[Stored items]
##########

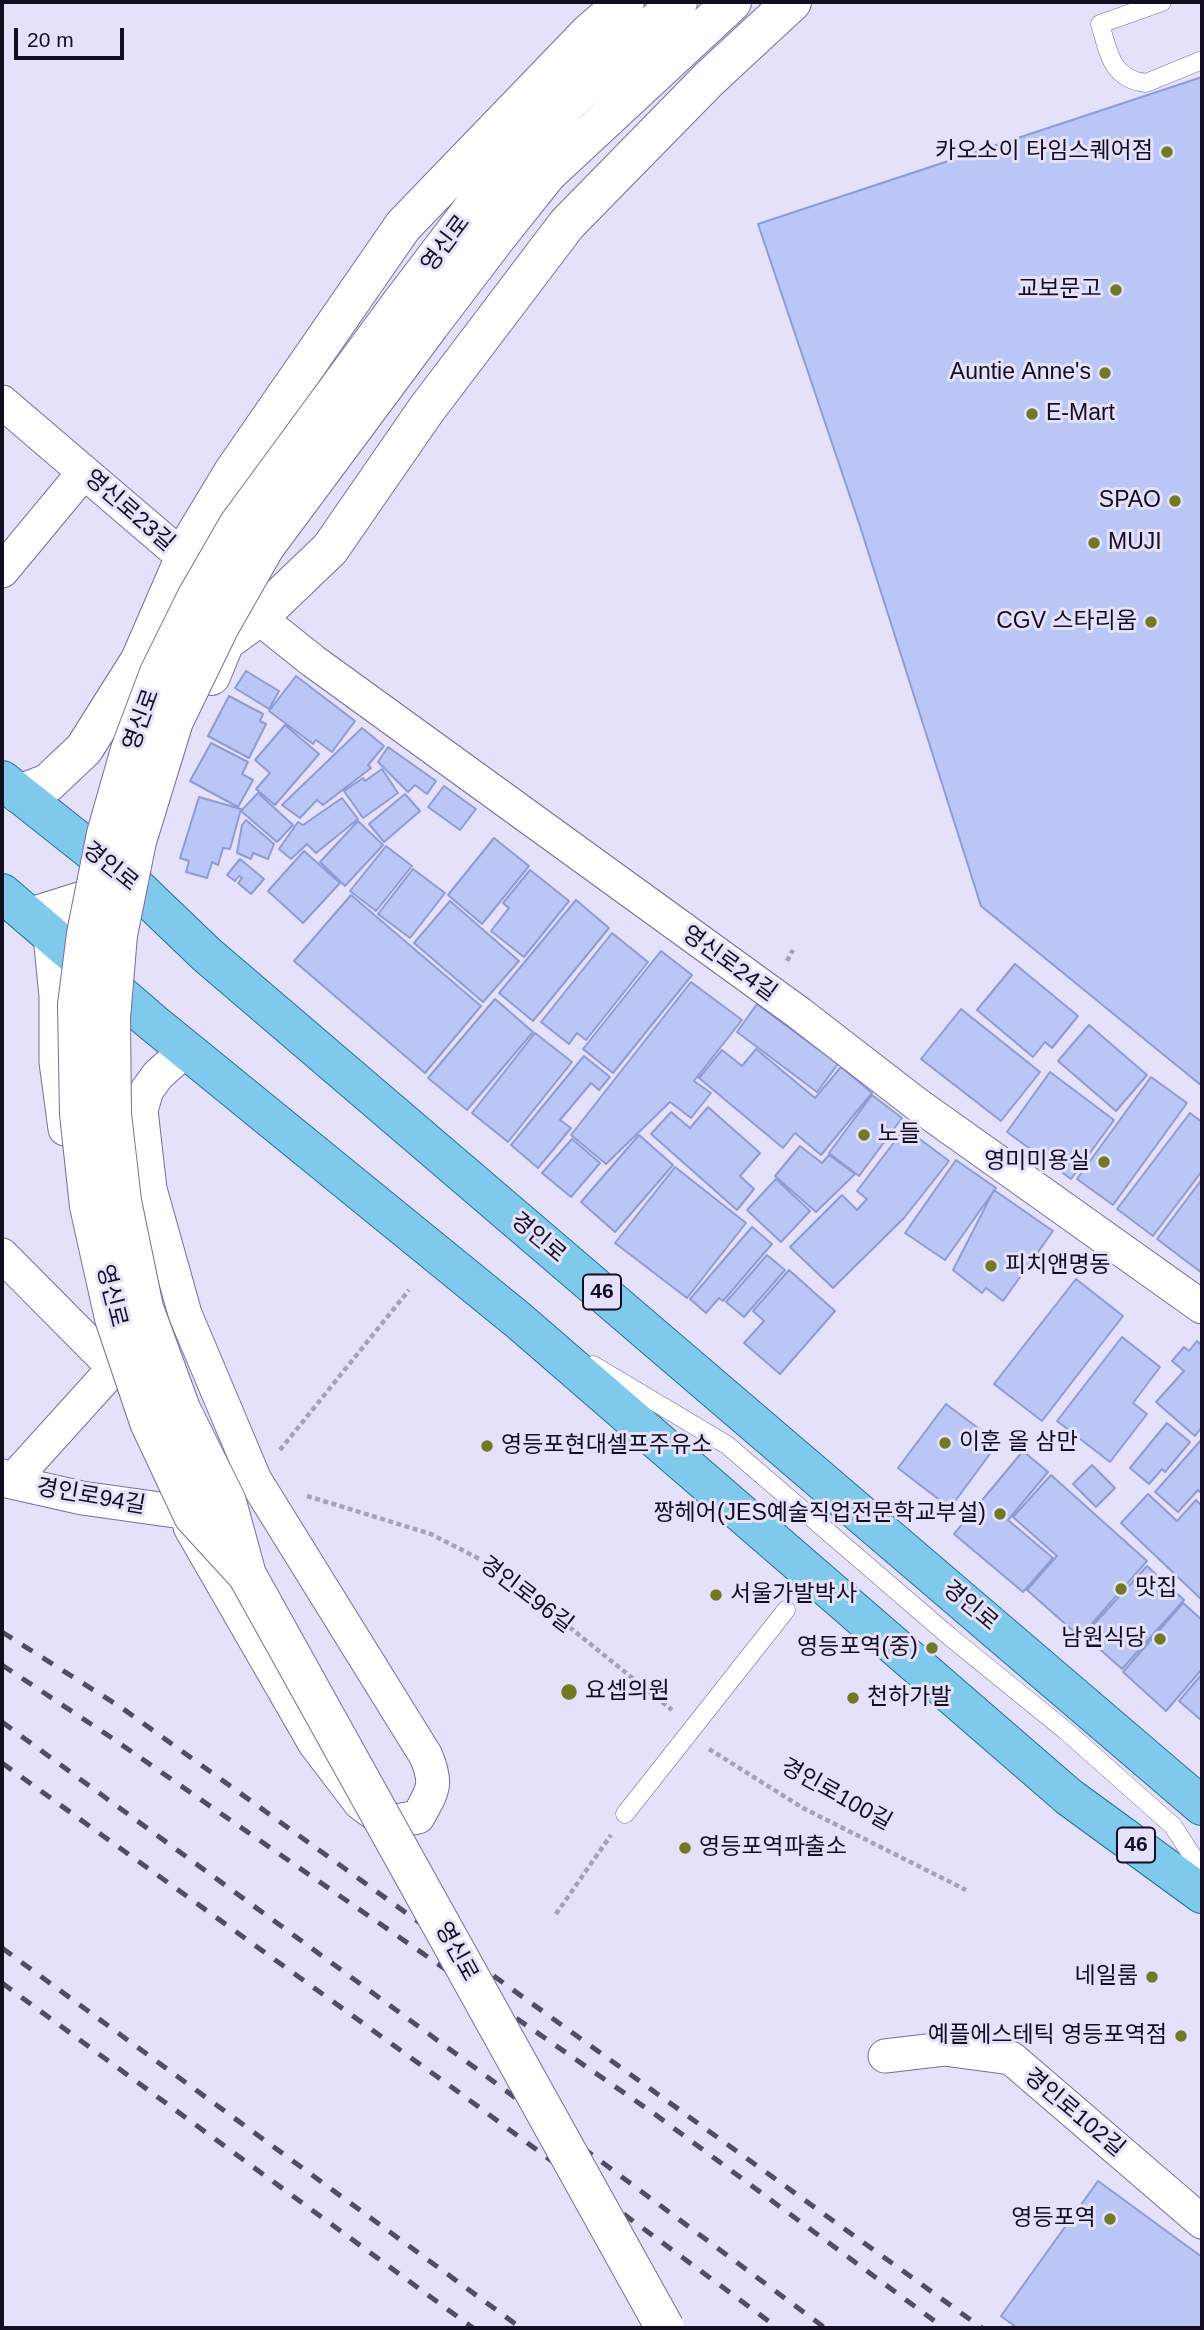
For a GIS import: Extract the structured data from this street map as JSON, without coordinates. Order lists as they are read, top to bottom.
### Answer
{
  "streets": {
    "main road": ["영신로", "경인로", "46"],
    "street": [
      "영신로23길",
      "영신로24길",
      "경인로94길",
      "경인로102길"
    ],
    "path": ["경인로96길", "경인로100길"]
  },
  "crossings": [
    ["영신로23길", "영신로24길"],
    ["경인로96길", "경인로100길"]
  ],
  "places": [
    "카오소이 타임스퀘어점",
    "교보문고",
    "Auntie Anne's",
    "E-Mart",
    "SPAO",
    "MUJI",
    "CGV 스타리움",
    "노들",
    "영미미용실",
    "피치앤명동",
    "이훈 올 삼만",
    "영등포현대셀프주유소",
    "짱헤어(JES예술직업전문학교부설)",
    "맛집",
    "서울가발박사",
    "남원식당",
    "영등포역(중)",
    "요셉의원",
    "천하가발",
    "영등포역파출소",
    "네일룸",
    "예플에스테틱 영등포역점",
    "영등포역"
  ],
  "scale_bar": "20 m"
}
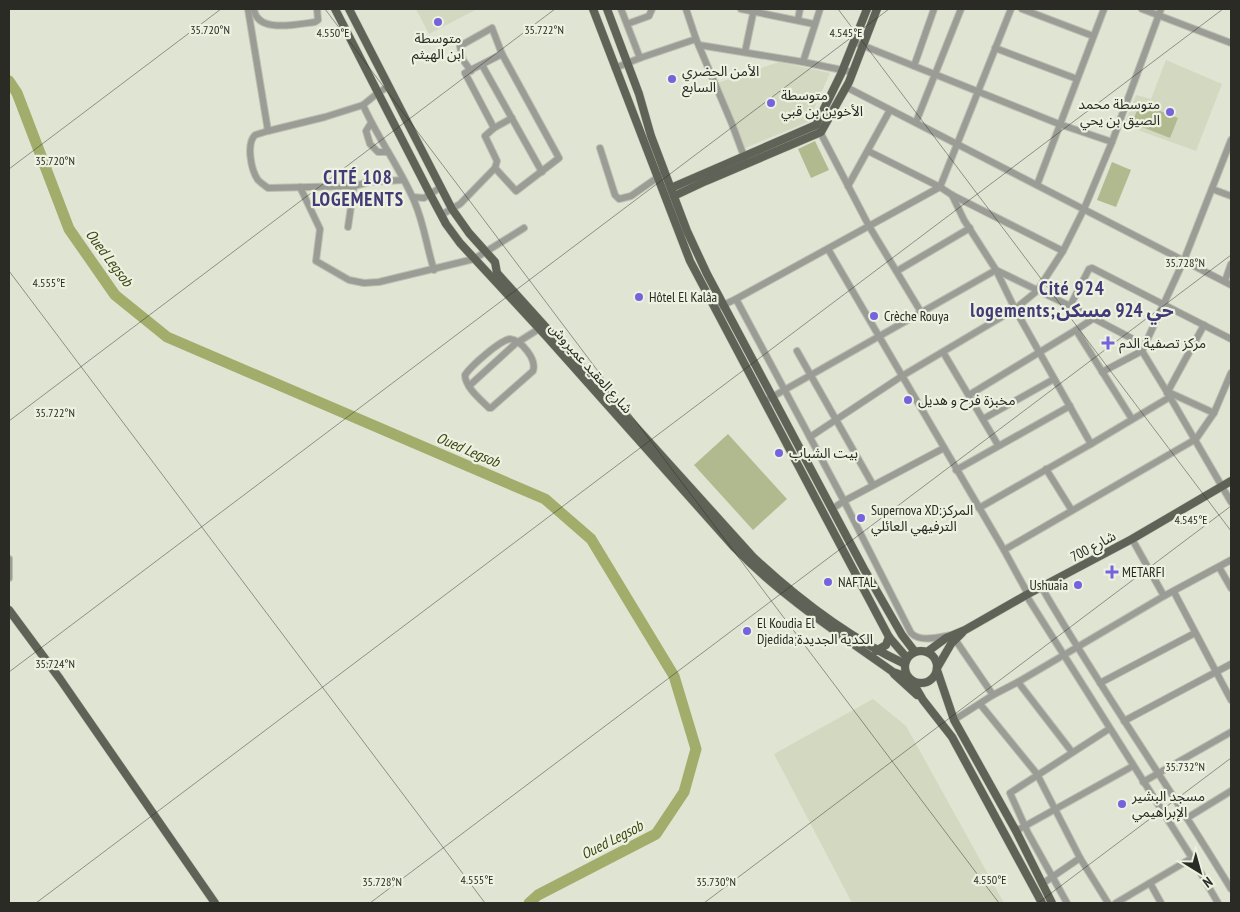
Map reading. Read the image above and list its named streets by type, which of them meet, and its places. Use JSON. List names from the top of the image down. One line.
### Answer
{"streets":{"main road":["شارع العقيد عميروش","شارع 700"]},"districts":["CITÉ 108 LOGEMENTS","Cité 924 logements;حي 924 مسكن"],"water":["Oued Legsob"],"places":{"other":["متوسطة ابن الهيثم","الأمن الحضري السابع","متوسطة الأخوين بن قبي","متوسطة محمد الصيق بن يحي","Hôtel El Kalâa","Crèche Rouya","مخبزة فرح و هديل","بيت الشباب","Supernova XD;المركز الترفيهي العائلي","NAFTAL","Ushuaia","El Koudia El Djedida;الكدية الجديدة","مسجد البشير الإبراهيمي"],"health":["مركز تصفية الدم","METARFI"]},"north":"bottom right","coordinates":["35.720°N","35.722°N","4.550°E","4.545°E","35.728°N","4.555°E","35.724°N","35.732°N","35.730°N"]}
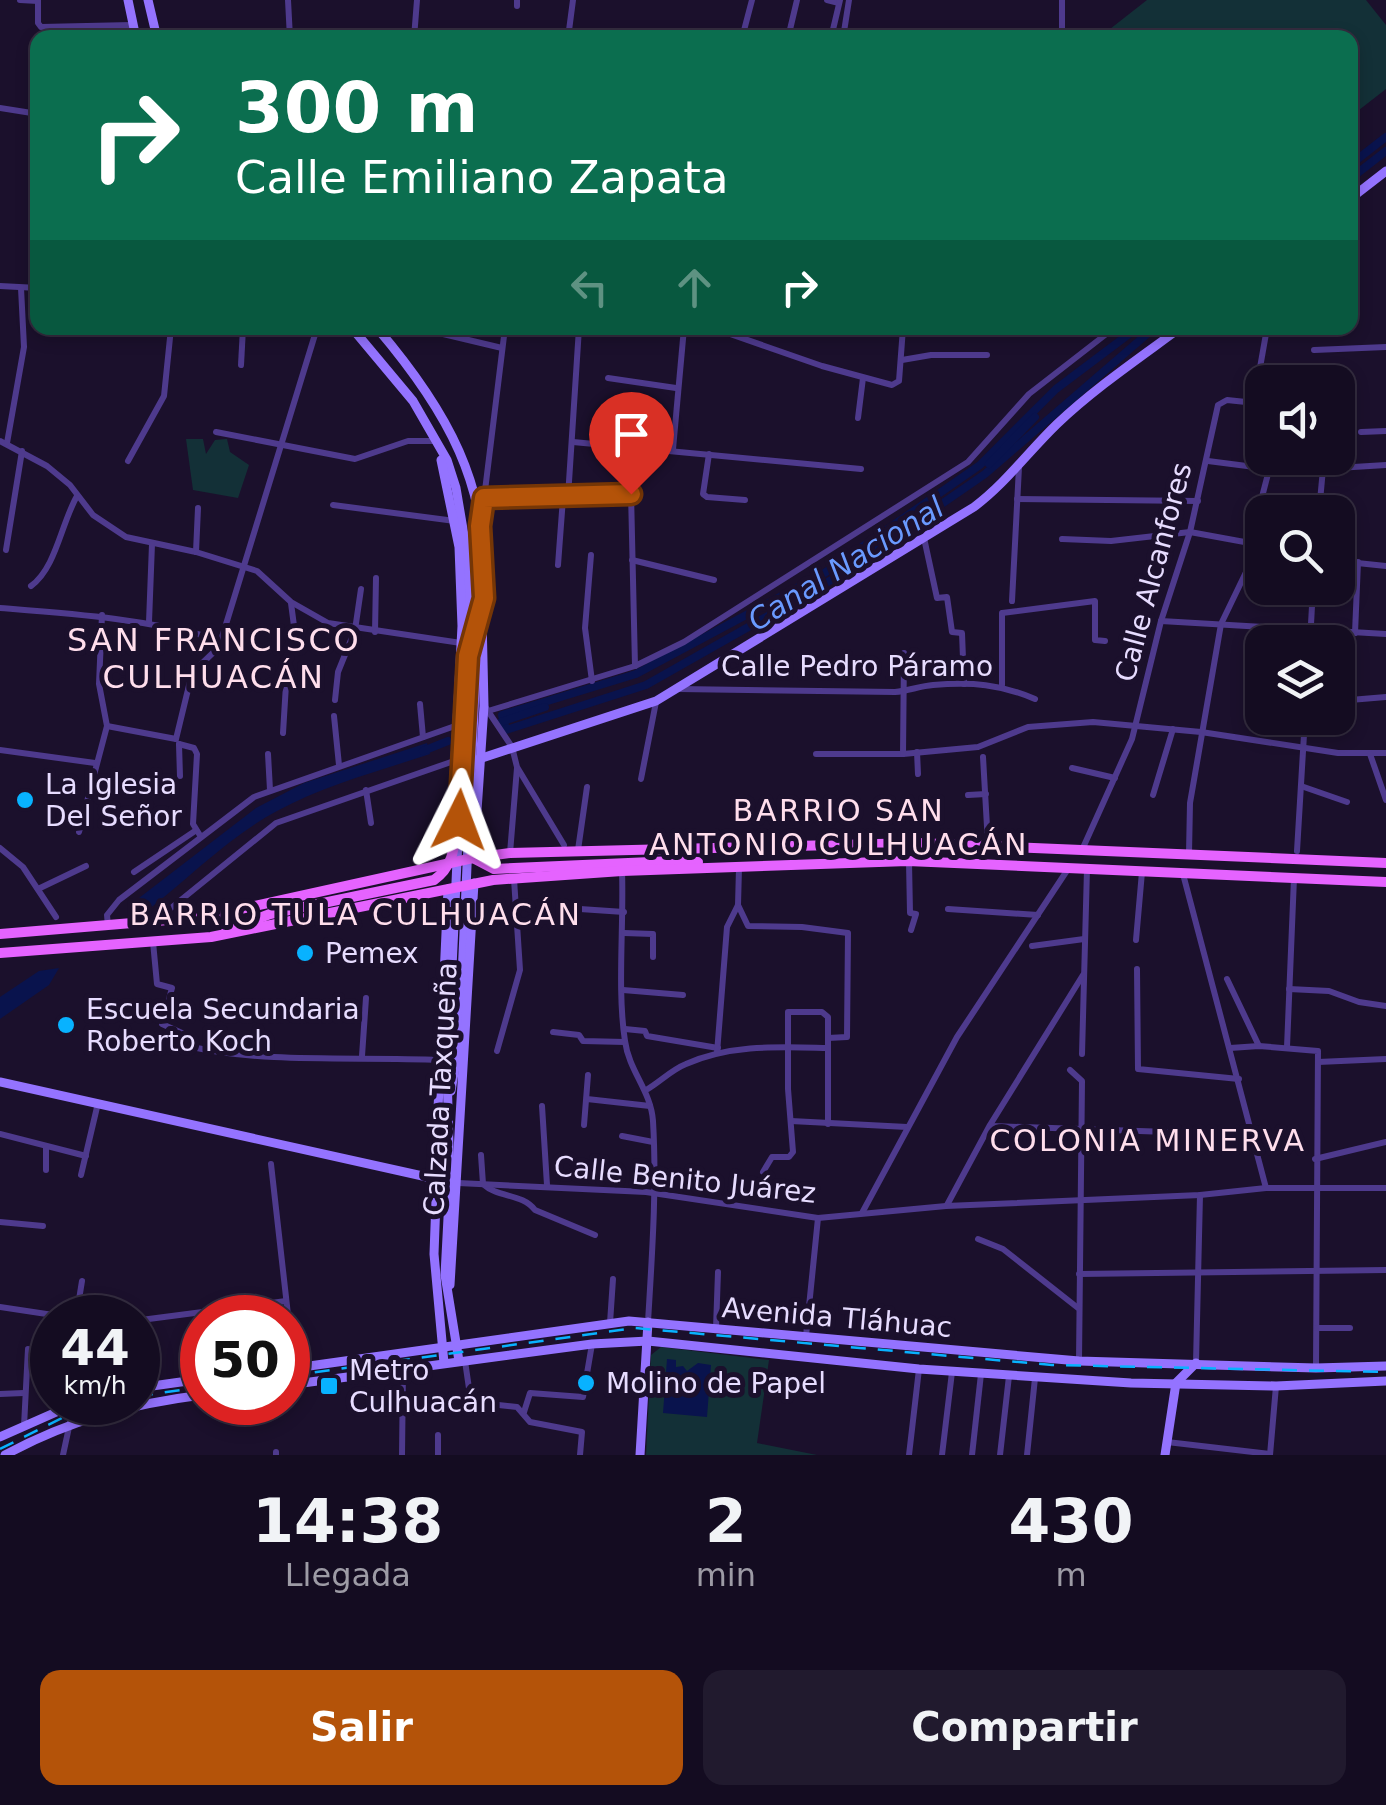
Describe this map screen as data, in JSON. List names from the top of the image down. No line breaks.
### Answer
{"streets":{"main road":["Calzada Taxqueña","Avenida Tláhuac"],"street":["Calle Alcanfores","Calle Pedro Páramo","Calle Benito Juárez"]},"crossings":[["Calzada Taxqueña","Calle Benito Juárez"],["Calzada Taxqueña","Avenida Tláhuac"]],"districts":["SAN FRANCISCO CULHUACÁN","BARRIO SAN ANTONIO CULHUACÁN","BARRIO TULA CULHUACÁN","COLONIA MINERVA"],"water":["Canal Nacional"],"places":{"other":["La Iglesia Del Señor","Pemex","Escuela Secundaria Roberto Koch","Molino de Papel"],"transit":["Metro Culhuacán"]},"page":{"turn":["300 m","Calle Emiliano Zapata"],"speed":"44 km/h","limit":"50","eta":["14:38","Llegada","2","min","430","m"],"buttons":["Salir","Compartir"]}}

##########

WHAT YOU WILL DO ▸ Leave every picture out. Retype the remaining data exactly.

SOLUTION TO THIS TASK ▸
For a GIS import: Extract the structured data from this street map as JSON, without coordinates. Order lists as they are read, top to bottom.
### Answer
{
  "streets": {
    "main road": ["영신로", "경인로", "46"],
    "street": [
      "영신로23길",
      "영신로24길",
      "경인로94길",
      "경인로102길"
    ],
    "path": ["경인로96길", "경인로100길"]
  },
  "crossings": [
    ["영신로23길", "영신로24길"],
    ["경인로96길", "경인로100길"]
  ],
  "places": [
    "카오소이 타임스퀘어점",
    "교보문고",
    "Auntie Anne's",
    "E-Mart",
    "SPAO",
    "MUJI",
    "CGV 스타리움",
    "노들",
    "영미미용실",
    "피치앤명동",
    "이훈 올 삼만",
    "영등포현대셀프주유소",
    "짱헤어(JES예술직업전문학교부설)",
    "맛집",
    "서울가발박사",
    "남원식당",
    "영등포역(중)",
    "요셉의원",
    "천하가발",
    "영등포역파출소",
    "네일룸",
    "예플에스테틱 영등포역점",
    "영등포역"
  ],
  "scale_bar": "20 m"
}
Map reading. Read the image above and list its named streets by type, which of them meet, and its places. Use JSON. List names from the top of the image down. One line.
### Answer
{"streets":{"main road":["شارع العقيد عميروش","شارع 700"]},"districts":["CITÉ 108 LOGEMENTS","Cité 924 logements;حي 924 مسكن"],"water":["Oued Legsob"],"places":{"other":["متوسطة ابن الهيثم","الأمن الحضري السابع","متوسطة الأخوين بن قبي","متوسطة محمد الصيق بن يحي","Hôtel El Kalâa","Crèche Rouya","مخبزة فرح و هديل","بيت الشباب","Supernova XD;المركز الترفيهي العائلي","NAFTAL","Ushuaia","El Koudia El Djedida;الكدية الجديدة","مسجد البشير الإبراهيمي"],"health":["مركز تصفية الدم","METARFI"]},"north":"bottom right","coordinates":["35.720°N","35.722°N","4.550°E","4.545°E","35.728°N","4.555°E","35.724°N","35.732°N","35.730°N"]}
Describe this map screen as data, in JSON. List names from the top of the image down. No line breaks.
### Answer
{"streets":{"main road":["Calzada Taxqueña","Avenida Tláhuac"],"street":["Calle Alcanfores","Calle Pedro Páramo","Calle Benito Juárez"]},"crossings":[["Calzada Taxqueña","Calle Benito Juárez"],["Calzada Taxqueña","Avenida Tláhuac"]],"districts":["SAN FRANCISCO CULHUACÁN","BARRIO SAN ANTONIO CULHUACÁN","BARRIO TULA CULHUACÁN","COLONIA MINERVA"],"water":["Canal Nacional"],"places":{"other":["La Iglesia Del Señor","Pemex","Escuela Secundaria Roberto Koch","Molino de Papel"],"transit":["Metro Culhuacán"]},"page":{"turn":["300 m","Calle Emiliano Zapata"],"speed":"44 km/h","limit":"50","eta":["14:38","Llegada","2","min","430","m"],"buttons":["Salir","Compartir"]}}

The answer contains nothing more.